Does the exclusion rule in Article 9 of Regulation No 204/2011 refer to any payment?

6.

Where calculation of the costs arising under a guarantee takes place after the entry into force of Council Regulation No 2016/44, which repealed Regulation No 204/2011 but which contains provisions that are in essence identical (point 1.5), will Regulation No 2016/44 be applicable for the purpose of resolving the dispute between the parties and must Article 17(1)(b) of that regulation be interpreted as meaning that the costs and expenses claimed by a Libyan bank and paid, under a counter-guarantee agreement, by a bank established in the European Union, should be considered to constitute, directly or indirectly, claims under a guarantee? Must a bank established in the European Union which, under a counter-guarantee agreement concluded, within a chain of agreements, for the purpose of issuing a bank guarantee in favour of HIB, is obliged to pay the costs arising under the guarantee to a Libyan entity be considered to be a person or entity within the meaning of Article 17(1)(c) of that regulation — that is, a person or entity acting through or on behalf of or for the benefit of one of the persons, entities or bodies referred to in point (a) or (b) of Article 17(1)?

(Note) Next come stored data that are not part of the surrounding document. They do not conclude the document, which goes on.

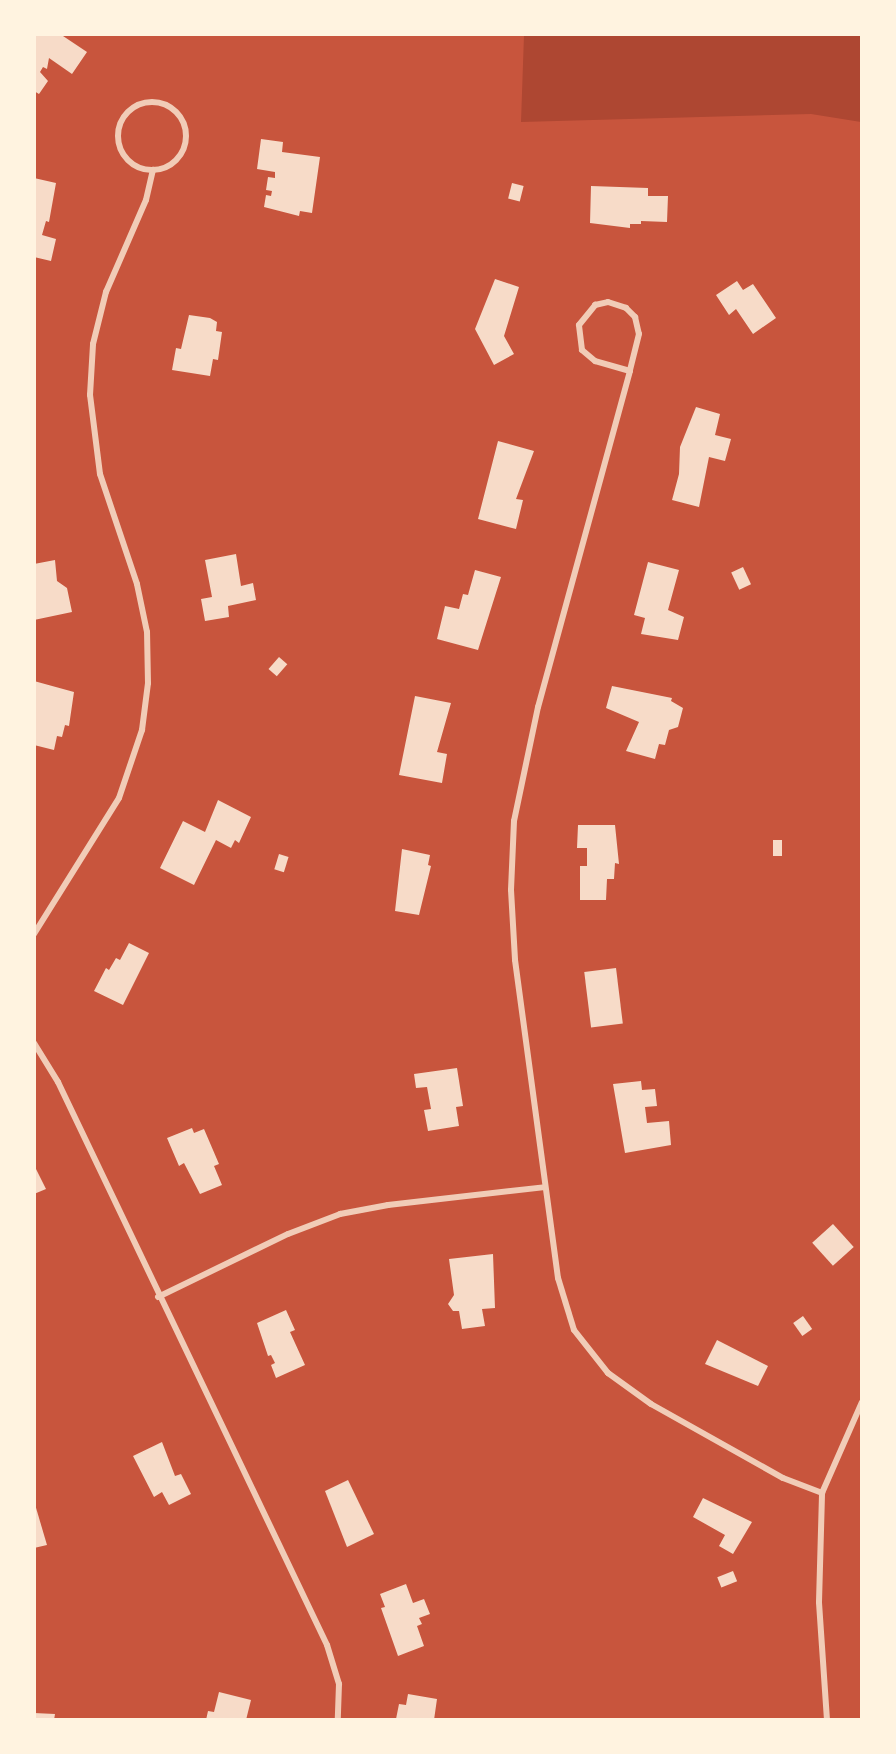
<!DOCTYPE html>
<html>
<head>
<meta charset="utf-8">
<style>
	body { margin:0 }
	#map { position:relative; width:896px; height:1754px; overflow:hidden; background:#c8553d; font-family:"Archivo Narrow",sans-serif }
	div>[style] { position:absolute }
	[style*='--x'] { left:calc(var(--x)*1px); top:calc(var(--y)*1px); width:calc(var(--w)*1px); rotate:calc(var(--a)*1deg) }
	.green>* { inset:0; background:#ae4732 }
	.building>* { inset:0; background:#f7dbc8; transform-origin:0 0 }
	.minor>* { height:6px; margin:-3px; padding:0 3px; transform-origin:3px; border-radius:3px; background:#f1ccb7 }
	.minor>.ring { margin:-3px; padding:0; box-sizing:content-box; background:none; border:6px solid #f1ccb7; border-radius:50% }
	span { translate:-50% -50%; white-space:nowrap; text-align:center; line-height:1.15; -webkit-text-stroke:4.5px #fff3e0; paint-order:stroke }
	.frame { position:absolute; inset:0; border:36px solid #fff3e0; pointer-events:none }
</style>
</head>
<body>
<div id="map">
	<div class="green">
		<i style="clip-path:polygon(524px 35px,861px 35px,861px 122px,811px 114px,521px 122px)"></i>
	</div>
	<div class="building">
		<i style="clip-path:polygon(34px 34px,60px 34px,87px 52px,72px 74px,49px 58px,47px 69px,43px 67px,40px 72px,48px 81px,39px 94px,34px 91px)"></i>
		<i style="clip-path:polygon(261px 139px,283px 142px,282px 152px,320px 157px,312px 213px,300px 211px,299px 216px,264px 207px,266px 195px,271px 196px,272px 191px,266px 190px,268px 177px,275px 178px,275px 172px,257px 169px)"></i>
		<i style="clip-path:polygon(34px 178px,56px 183px,49px 222px,46px 221px,42px 235px,56px 239px,51px 261px,34px 257px)"></i>
		<i style="left:512px;top:183px;width:12px;height:16px;rotate:14deg"></i>
		<i style="clip-path:polygon(591px 186px,648px 188px,648px 196px,668px 196px,667px 222px,641px 221px,641px 224px,630px 224px,630px 228px,590px 223px)"></i>
		<i style="clip-path:polygon(495px 279px,519px 287px,504px 336px,514px 354px,494px 365px,475px 329px)"></i>
		<i style="clip-path:polygon(737px 281px,743px 290px,753px 284px,776px 318px,753px 334px,736px 309px,729px 315px,716px 295px)"></i>
		<i style="clip-path:polygon(189px 315px,210px 318px,217px 322px,216px 331px,222px 332px,218px 360px,213px 359px,210px 376px,172px 370px,176px 348px,181px 349px)"></i>
		<i style="clip-path:polygon(696px 407px,720px 414px,715px 435px,731px 439px,725px 461px,709px 457px,699px 507px,672px 500px,679px 474px,680px 447px)"></i>
		<i style="clip-path:polygon(498px 441px,534px 451px,516px 499px,523px 500px,516px 529px,478px 519px)"></i>
		<i style="clip-path:polygon(236px 554px,241px 586px,253px 583px,256px 600px,228px 606px,229px 617px,205px 621px,201px 599px,212px 597px,205px 560px)"></i>
		<i style="clip-path:polygon(55px 560px,57px 581px,67px 588px,72px 612px,34px 620px,34px 564px)"></i>
		<i style="clip-path:polygon(648px 562px,679px 570px,668px 610px,684px 617px,678px 640px,641px 634px,645px 618px,634px 615px)"></i>
		<i style="left:743px;top:567px;width:19px;height:13px;rotate:65deg"></i>
		<i style="clip-path:polygon(475px 570px,501px 577px,478px 650px,437px 639px,445px 606px,459px 609px,463px 594px,468px 595px)"></i>
		<i style="left:279px;top:657px;width:11px;height:16px;rotate:41deg"></i>
		<i style="clip-path:polygon(34px 681px,74px 692px,69px 726px,65px 725px,62px 737px,57px 736px,54px 750px,34px 745px)"></i>
		<i style="clip-path:polygon(612px 686px,672px 698px,671px 701px,683px 708px,678px 727px,669px 730px,665px 745px,659px 744px,655px 759px,626px 751px,639px 722px,606px 708px)"></i>
		<i style="clip-path:polygon(415px 696px,451px 703px,437px 752px,447px 754px,442px 783px,399px 775px)"></i>
		<i style="clip-path:polygon(218px 800px,251px 817px,239px 843px,235px 840px,231px 848px,216px 840px,194px 885px,160px 868px,183px 821px,205px 832px)"></i>
		<i style="clip-path:polygon(578px 825px,615px 825px,619px 864px,615px 863px,614px 879px,607px 879px,606px 900px,580px 900px,580px 866px,587px 866px,587px 848px,577px 848px)"></i>
		<i style="left:773px;top:840px;width:9px;height:16px"></i>
		<i style="clip-path:polygon(402px 849px,430px 855px,428px 865px,431px 866px,419px 915px,395px 911px)"></i>
		<i style="left:279px;top:854px;width:10px;height:16px;rotate:17deg"></i>
		<i style="clip-path:polygon(129px 943px,149px 953px,123px 1005px,94px 991px,106px 968px,109px 970px,116px 958px,120px 960px)"></i>
		<i style="left:616px;top:968px;width:56px;height:32px;rotate:83deg"></i>
		<i style="clip-path:polygon(457px 1068px,463px 1106px,456px 1107px,459px 1126px,428px 1131px,424px 1110px,431px 1109px,427px 1087px,416px 1088px,414px 1074px)"></i>
		<i style="clip-path:polygon(641px 1081px,642px 1090px,655px 1089px,657px 1106px,645px 1107px,647px 1123px,669px 1121px,671px 1145px,625px 1153px,613px 1084px)"></i>
		<i style="clip-path:polygon(192px 1128px,194px 1133px,204px 1129px,219px 1164px,214px 1166px,222px 1185px,200px 1194px,184px 1163px,179px 1166px,167px 1138px)"></i>
		<i style="clip-path:polygon(34px 1165px,46px 1189px,34px 1194px)"></i>
		<i style="left:833px;top:1224px;width:31px;height:28px;rotate:48deg"></i>
		<i style="clip-path:polygon(493px 1254px,495px 1308px,482px 1309px,485px 1326px,462px 1329px,459px 1311px,453px 1311px,448px 1304px,454px 1295px,449px 1259px)"></i>
		<i style="clip-path:polygon(286px 1310px,295px 1330px,290px 1332px,305px 1365px,276px 1378px,271px 1365px,275px 1363px,271px 1355px,268px 1356px,257px 1323px)"></i>
		<i style="left:803px;top:1316px;width:16px;height:12px;rotate:55deg"></i>
		<i style="clip-path:polygon(717px 1340px,768px 1366px,758px 1386px,705px 1364px)"></i>
		<i style="clip-path:polygon(162px 1442px,175px 1476px,181px 1474px,191px 1494px,169px 1505px,162px 1492px,154px 1497px,133px 1456px)"></i>
		<i style="clip-path:polygon(348px 1480px,374px 1534px,347px 1547px,325px 1491px)"></i>
		<i style="clip-path:polygon(703px 1498px,752px 1522px,733px 1554px,719px 1546px,725px 1535px,693px 1517px)"></i>
		<i style="clip-path:polygon(34px 1501px,47px 1545px,34px 1548px)"></i>
		<i style="left:733px;top:1571px;width:11px;height:17px;rotate:68deg"></i>
		<i style="clip-path:polygon(406px 1584px,413px 1603px,424px 1599px,430px 1614px,419px 1618px,422px 1624px,417px 1626px,424px 1646px,398px 1656px,381px 1608px,385px 1607px,380px 1594px)"></i>
		<i style="clip-path:polygon(219px 1692px,251px 1700px,246px 1720px,206px 1720px,208px 1711px,214px 1712px)"></i>
		<i style="clip-path:polygon(408px 1694px,437px 1699px,434px 1720px,396px 1719px,399px 1704px,406px 1705px)"></i>
		<i style="clip-path:polygon(34px 1713px,55px 1714px,54px 1720px,34px 1720px)"></i>
	</div>
	<div class="minor">
		<i class="ring" style="left:118px;top:102px;width:62px;height:62px"></i>
		<i style="--x:630;--y:371;--w:36;--a:-164"></i>
		<i style="--x:595;--y:361;--w:17;--a:-140"></i>
		<i style="--x:582;--y:350;--w:25;--a:-97"></i>
		<i style="--x:579;--y:325;--w:26;--a:-51"></i>
		<i style="--x:595;--y:305;--w:13;--a:-13"></i>
		<i style="--x:608;--y:302;--w:19;--a:18"></i>
		<i style="--x:626;--y:308;--w:13;--a:45"></i>
		<i style="--x:635;--y:317;--w:17;--a:77"></i>
		<i style="--x:639;--y:334;--w:38;--a:104"></i>
		<i style="--x:630;--y:371;--w:348;--a:105.3"></i>
		<i style="--x:538;--y:707;--w:116;--a:101.9"></i>
		<i style="--x:514;--y:821;--w:69;--a:92.5"></i>
		<i style="--x:511;--y:890;--w:70;--a:86.7"></i>
		<i style="--x:515;--y:960;--w:321;--a:82.3"></i>
		<i style="--x:558;--y:1278;--w:54;--a:72.9"></i>
		<i style="--x:574;--y:1330;--w:55;--a:51.7"></i>
		<i style="--x:608;--y:1373;--w:53;--a:35.8"></i>
		<i style="--x:651;--y:1404;--w:151;--a:29.3"></i>
		<i style="--x:783;--y:1478;--w:42;--a:21"></i>
		<i style="--x:34;--y:934;--w:160;--a:-58"></i>
		<i style="--x:119;--y:798;--w:72;--a:-71.3"></i>
		<i style="--x:142;--y:730;--w:47;--a:-82.7"></i>
		<i style="--x:148;--y:683;--w:51;--a:-91.1"></i>
		<i style="--x:147;--y:632;--w:49;--a:-101.8"></i>
		<i style="--x:137;--y:584;--w:116;--a:-108.6"></i>
		<i style="--x:100;--y:474;--w:80;--a:-97.2"></i>
		<i style="--x:90;--y:395;--w:51;--a:-86.6"></i>
		<i style="--x:93;--y:344;--w:54;--a:-76"></i>
		<i style="--x:106;--y:292;--w:100;--a:-66.5"></i>
		<i style="--x:146;--y:200;--w:31;--a:-77"></i>
		<i style="--x:34;--y:1043;--w:46;--a:58.4"></i>
		<i style="--x:58;--y:1082;--w:624;--a:64.46"></i>
		<i style="--x:327;--y:1645;--w:41;--a:72.9"></i>
		<i style="--x:339;--y:1684;--w:36;--a:92"></i>
		<i style="--x:158;--y:1297;--w:144;--a:-25.9"></i>
		<i style="--x:288;--y:1234;--w:56;--a:-21"></i>
		<i style="--x:340;--y:1214;--w:49;--a:-10.6"></i>
		<i style="--x:388;--y:1205;--w:158;--a:-6.5"></i>
		<i style="--x:827;--y:1720;--w:118;--a:-93.9"></i>
		<i style="--x:819;--y:1602;--w:109;--a:-88.4"></i>
		<i style="--x:822;--y:1493;--w:99;--a:-66.3"></i>
	</div>
	<div class="frame"></div>
</div>
</body>
</html>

Should the costs arising under the guarantee claimed by that bank from another bank established in the European Union be considered to constitute, directly or indirectly, claims under a guarantee?


(1)  Council Regulation (EU) No 204/2011 of 2 March 2011 concerning restrictive measures in view of the situation in Libya (OJ 2011 L 58, p. 1).

(2)  Council Regulation (EU) 2016/44 of 18 January 2016 concerning restrictive measures in view of the situation in Libya and repealing Regulation (EU) No 204/2011 (OJ 2016 L 12, p. 1).